FTX US, the U.S. section of the crypto exchange run by billionaire Sam Bankman-Fried, has concluded a deal with BlockFi for a revolving line of credit and possible purchase. As BlockFi CEO Zac Prince pointed out in a tweet, the acquisition has a total value of $680 million. It’s possible that BlockFi might be purchased for up to $240 million, depending on performance.
Rumors Finally Rest
Rumors had been swirling that FTX was planning to purchase BlockFi for as little as $25 million. Prince denied those reports on Twitter on Thursday. However, FTX US has inked a term sheet that allows for a takeover of the ailing crypto lender.
(Long thread!)
— Zac Prince (@BlockFiZac) July 1, 2022
Excited to share an update on our previously announced term sheet with @FTX_US – and how we've broadened the scope of the initial deal for the benefit of all key @BlockFi stakeholders.

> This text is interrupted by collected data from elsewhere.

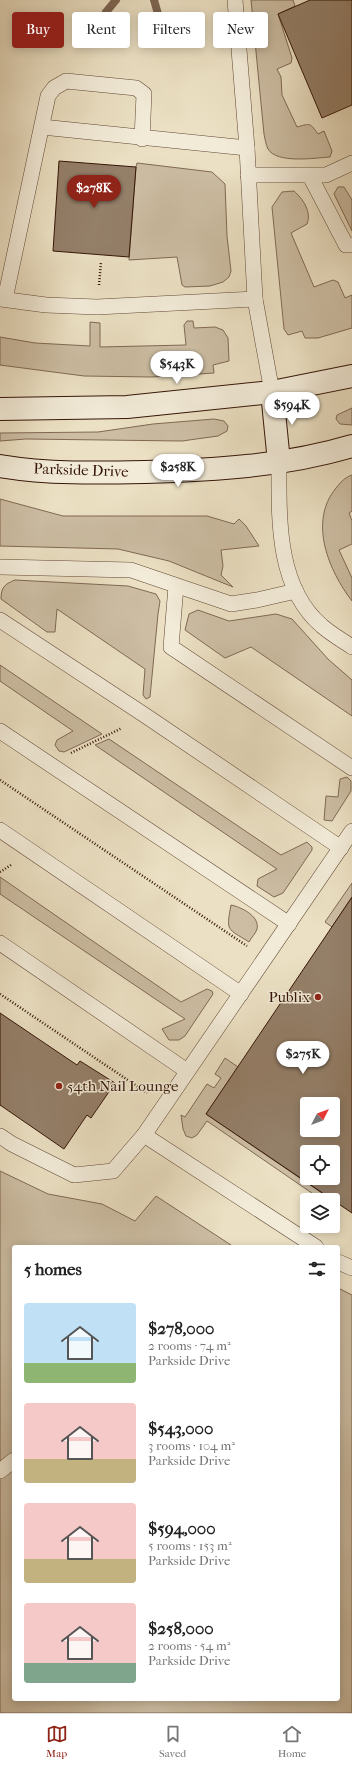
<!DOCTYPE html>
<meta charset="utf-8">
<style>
body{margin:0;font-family:"IM FELL French Canon",serif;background:#f6f6f6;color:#222;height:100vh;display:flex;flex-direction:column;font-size:15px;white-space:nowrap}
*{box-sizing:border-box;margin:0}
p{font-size:13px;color:#767676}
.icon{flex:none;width:22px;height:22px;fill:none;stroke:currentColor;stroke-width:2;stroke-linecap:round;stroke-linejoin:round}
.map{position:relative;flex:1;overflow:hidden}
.details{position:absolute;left:12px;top:1245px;width:328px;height:456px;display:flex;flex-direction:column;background:#fff;border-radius:4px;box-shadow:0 2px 10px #0003}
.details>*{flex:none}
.top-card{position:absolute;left:12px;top:12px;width:328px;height:36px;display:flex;gap:8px}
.needle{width:26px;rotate:48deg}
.tools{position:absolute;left:300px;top:1097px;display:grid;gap:8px}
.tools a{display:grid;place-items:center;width:40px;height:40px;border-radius:4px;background:#fff;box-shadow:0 2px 10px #0003;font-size:20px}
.price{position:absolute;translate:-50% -34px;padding:0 9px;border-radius:14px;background:#fff;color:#222;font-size:13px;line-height:26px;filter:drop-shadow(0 1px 2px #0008)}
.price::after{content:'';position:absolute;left:50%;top:24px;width:12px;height:9px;margin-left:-6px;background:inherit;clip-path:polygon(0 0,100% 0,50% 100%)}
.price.selected{background:#8f2418;color:#fff}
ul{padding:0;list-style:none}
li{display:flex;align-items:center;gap:12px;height:100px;padding:0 12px}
li span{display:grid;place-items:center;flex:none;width:112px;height:80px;border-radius:4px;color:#555}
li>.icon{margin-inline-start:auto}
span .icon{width:48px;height:48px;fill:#fffc;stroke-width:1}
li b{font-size:17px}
h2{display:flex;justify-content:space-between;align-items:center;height:48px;padding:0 12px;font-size:17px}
.chip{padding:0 14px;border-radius:4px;background:#fff;box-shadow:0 2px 10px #0003;font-size:14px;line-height:36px}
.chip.selected{background:#8f2418;color:#fff}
.menu{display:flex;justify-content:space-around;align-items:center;height:56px;border-top:1px solid #e0e0e0;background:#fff;font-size:11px;color:#767676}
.menu a{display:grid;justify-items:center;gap:2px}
.menu .selected{color:#8f2418}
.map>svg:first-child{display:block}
.green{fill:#ccbda3;stroke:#806955}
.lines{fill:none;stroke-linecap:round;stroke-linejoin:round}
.stream{stroke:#7d6551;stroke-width:8}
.building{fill:#947f69;stroke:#351507;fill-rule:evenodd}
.lane-casing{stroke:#624836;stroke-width:16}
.secondary-casing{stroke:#351507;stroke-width:24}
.path{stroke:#351507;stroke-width:2.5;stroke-dasharray:1 2;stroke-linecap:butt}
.lane{stroke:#f2ebd8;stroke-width:15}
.secondary{stroke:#f2ebd8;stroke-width:22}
.poi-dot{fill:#8f2418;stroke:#f2ebd8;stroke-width:1.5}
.labels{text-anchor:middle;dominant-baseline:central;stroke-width:3;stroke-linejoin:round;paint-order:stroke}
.street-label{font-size:15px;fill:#351507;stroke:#f2ebd8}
.poi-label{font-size:15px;fill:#351507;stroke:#f2ebd8;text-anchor:end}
</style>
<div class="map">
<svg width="352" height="1713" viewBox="0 0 352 1713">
<rect width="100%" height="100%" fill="#ebe0c3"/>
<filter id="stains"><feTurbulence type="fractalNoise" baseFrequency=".005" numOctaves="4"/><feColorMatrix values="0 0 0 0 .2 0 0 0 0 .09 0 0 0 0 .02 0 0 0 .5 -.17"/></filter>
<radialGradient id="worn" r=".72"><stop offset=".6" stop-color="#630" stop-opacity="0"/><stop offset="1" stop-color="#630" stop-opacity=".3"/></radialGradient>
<g class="green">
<path d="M251 0H293L295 6 278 14 292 58 291 63 277 69 281 77 282 95 297 127C311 123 310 123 318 134L324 131 332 151 330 157C315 158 277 164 268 149 266 145 265 139 264 134Z"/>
<polygon points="137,163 212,172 225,184 227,236 231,271 229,277 223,282 210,286 185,287 182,285 177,257 129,260 136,167"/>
<polygon points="338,187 344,187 352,200 352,231 334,194"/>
<path d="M294 191C303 199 312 212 307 224L291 233 314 287 333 280 338 282 345 298 352 295V328L318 338H305L302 331 288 335 284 329 272 207 282 192Z"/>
<polygon points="187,321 193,321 194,328 215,327 223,330 228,338 229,361 213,365 214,373 152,377 84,376 0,365 0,337 35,343 90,346 90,322 100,323 100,347 186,345 184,325"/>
<polygon points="352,408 352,425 340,424 336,419 337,415"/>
<polygon points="214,419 224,421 228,426 227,431 218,436 182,441 26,439 0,441 0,433 98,432 153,424"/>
<path d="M352 475V511L349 513 352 521V544L339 550 352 578V601C329 571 308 522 336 488 341 482 344 478 352 475Z"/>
<polygon points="0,499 63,516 207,516 234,524 239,519 246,526 259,546 221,550 223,566 221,575 233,587 169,561 118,549 0,546"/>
<path d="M15 580 128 586 156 594 160 601 158 614 150 697 146 699 143 695 145 669 57 609 55 632H47L1 599C1 587 5 584 15 580Z"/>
<polygon points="198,610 229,621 276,614 292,619 328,659 352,680 352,716 251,647 225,658 185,630 189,614"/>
<polygon points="0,665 102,734 64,752 59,751 55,745 57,740 73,731 0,681"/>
<polygon points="109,739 281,855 307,842 312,847 312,850 283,893 274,897 257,886 258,879 277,869 95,745"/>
<polygon points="347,777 351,781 351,791 332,821 324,820 326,796 338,797 340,779"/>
<polygon points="0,877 181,1002 207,989 212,991 213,994 185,1036 179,1040 169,1040 162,1029 185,1019 0,894"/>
<polygon points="352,883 352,897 332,927 325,922"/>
<path d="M231 905C241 907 260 916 257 929 256 933 251 938 249 942 227 928 226 932 231 905Z"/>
<polygon points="225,1058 238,1067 206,1114 332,1200 322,1200 207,1121 197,1135 192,1138 186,1136 183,1129 181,1115 185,1117 207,1084 214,1088 221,1078 215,1074"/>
<polygon points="0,1171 48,1194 102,1204 135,1221 156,1196 234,1247 14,1247 14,1699 338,1699 338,1288 352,1295 352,1713 0,1713"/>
</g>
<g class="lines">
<g class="stream">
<polyline points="154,0 160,21"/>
<polyline points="106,12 116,0"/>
</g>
</g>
<g class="building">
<polygon points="310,0 352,0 352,105 322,118 278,14"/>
<polygon points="59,161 136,167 129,257 53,251"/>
<path d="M352 897V1213L206 1114ZM307 1104H333V1130H307ZM307 1152H333V1178H307Z"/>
<polygon points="0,1013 77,1065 80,1061 115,1083 91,1118 87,1115 64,1149 0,1105"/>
</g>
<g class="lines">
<g class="lane-casing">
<g id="lane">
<polyline points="235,0 247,148 255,299 272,392"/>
<polyline points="42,127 247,148"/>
<polyline points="248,175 326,175 352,163"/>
<polyline points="310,176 346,245 352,245"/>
<polyline points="0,299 46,305 97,307 255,299"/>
<polyline points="5,299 48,96 54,88 66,81 136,88 144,94 142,139"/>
<path d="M279 462C279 517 276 587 322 626 331 634 342 640 352 647"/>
<polyline points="0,567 131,570 231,604 257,600 296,591"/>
<polyline points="176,586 171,647 352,768"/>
<polyline points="0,620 146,716 341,848"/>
<polyline points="0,731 289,924"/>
<polyline points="0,830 241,994"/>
<polyline points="0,943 187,1071"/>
<polyline points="144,1135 316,1247"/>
<polyline points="0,1136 12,1144 74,1175 113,1171 144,1135 352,831"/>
<polyline points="338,1262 352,1268"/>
<polyline points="0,1471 14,1460"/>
</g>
</g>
<g class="secondary-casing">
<g id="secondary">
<polyline points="272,392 279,462"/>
<polyline points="0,409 127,407 272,392 352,376"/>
<path d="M0 466C48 474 97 473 145 472 215 470 285 466 352 446"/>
</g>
</g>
<g class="path">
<polyline points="99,285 101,262"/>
<polyline points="71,753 122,728"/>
<polyline points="0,780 247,946"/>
<polyline points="0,872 11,865"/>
<polyline points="0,994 147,1093"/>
</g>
<use href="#lane" class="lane"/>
<use href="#secondary" class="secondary"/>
</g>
<g class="poi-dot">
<circle cx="318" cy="997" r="4"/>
<circle cx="59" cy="1086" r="4"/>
</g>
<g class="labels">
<g class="street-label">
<text transform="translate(81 470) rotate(2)">Parkside Drive</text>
</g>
<g class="poi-label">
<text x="310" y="997">Publix</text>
<text x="67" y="1086" text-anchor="start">54th Nail Lounge</text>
</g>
</g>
<rect width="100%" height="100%" filter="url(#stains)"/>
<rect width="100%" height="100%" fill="url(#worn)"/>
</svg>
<div class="tools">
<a><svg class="needle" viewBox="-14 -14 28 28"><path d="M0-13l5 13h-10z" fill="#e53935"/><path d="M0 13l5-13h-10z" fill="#767676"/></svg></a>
<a><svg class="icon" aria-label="locate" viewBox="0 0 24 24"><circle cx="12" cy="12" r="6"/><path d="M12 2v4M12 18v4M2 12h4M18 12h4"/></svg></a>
<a><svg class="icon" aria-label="layers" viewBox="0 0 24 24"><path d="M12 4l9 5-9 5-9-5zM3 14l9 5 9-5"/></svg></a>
</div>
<b class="price selected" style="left:94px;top:209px">$278K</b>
<b class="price" style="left:177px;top:385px">$543K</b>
<b class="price" style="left:292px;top:426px">$594K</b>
<b class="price" style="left:178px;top:488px">$258K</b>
<b class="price" style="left:303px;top:1075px">$275K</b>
<div class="top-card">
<a class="chip selected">Buy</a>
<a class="chip">Rent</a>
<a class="chip">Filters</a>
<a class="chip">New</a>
</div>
<section class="details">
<h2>5 homes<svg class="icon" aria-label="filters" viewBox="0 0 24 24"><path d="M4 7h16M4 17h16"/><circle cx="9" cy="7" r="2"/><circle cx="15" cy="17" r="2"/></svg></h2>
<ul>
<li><span style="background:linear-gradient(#bfe0f5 75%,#8fb573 0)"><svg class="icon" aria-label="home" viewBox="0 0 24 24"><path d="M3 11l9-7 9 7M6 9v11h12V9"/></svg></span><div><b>$278,000</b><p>2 rooms · 74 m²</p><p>Parkside Drive</p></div></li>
<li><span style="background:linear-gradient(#f6c9c9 70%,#c2b280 0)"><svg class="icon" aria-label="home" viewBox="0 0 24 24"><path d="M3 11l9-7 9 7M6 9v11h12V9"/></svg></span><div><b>$543,000</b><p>3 rooms · 104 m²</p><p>Parkside Drive</p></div></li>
<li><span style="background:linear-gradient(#f6c9c9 70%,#c2b280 0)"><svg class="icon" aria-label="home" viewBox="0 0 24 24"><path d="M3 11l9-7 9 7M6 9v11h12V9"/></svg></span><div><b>$594,000</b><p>5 rooms · 153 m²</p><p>Parkside Drive</p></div></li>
<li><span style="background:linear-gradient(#f6c9c9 75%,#7fa58c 0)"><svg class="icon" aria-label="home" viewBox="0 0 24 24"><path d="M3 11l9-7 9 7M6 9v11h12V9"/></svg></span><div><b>$258,000</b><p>2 rooms · 54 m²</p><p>Parkside Drive</p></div></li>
</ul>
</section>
</div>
<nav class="menu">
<a class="selected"><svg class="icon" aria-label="map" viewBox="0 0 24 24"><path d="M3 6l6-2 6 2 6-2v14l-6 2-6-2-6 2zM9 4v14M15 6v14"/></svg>Map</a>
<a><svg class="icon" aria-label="saved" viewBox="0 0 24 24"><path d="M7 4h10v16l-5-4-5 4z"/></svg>Saved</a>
<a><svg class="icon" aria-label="home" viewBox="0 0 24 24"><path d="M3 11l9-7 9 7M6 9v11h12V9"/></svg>Home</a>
</nav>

The $680 million arrangement expands the revolving line of credit from FTX to $400 million, up from the previously stated $250 million, while keeping any payments on it subordinate to client money. In other words, if the chips were down, BlockFi would take care of its customers before it had to make good on its debt to FTX.
BlockFi CEO Zac Prince tweeted:
“We have not drawn on this credit facility to date and have continued to operate all our products and services normally.”
During the week of June 12, BlockFi noticed an upsurge in client withdrawals when rival Celsius put a freeze on customer withdrawals to prevent a bank run. Celsius has recruited two bankruptcy restructuring companies since then and announced on its blog that it would take longer to stabilize the company.
While he denied that BlockFi was exposed to bad debt from Celsius, Prince admitted that his business lost $80 million due to the forced bankruptcy of Singapore hedge fund Three Arrows Capital, also known as 3AC.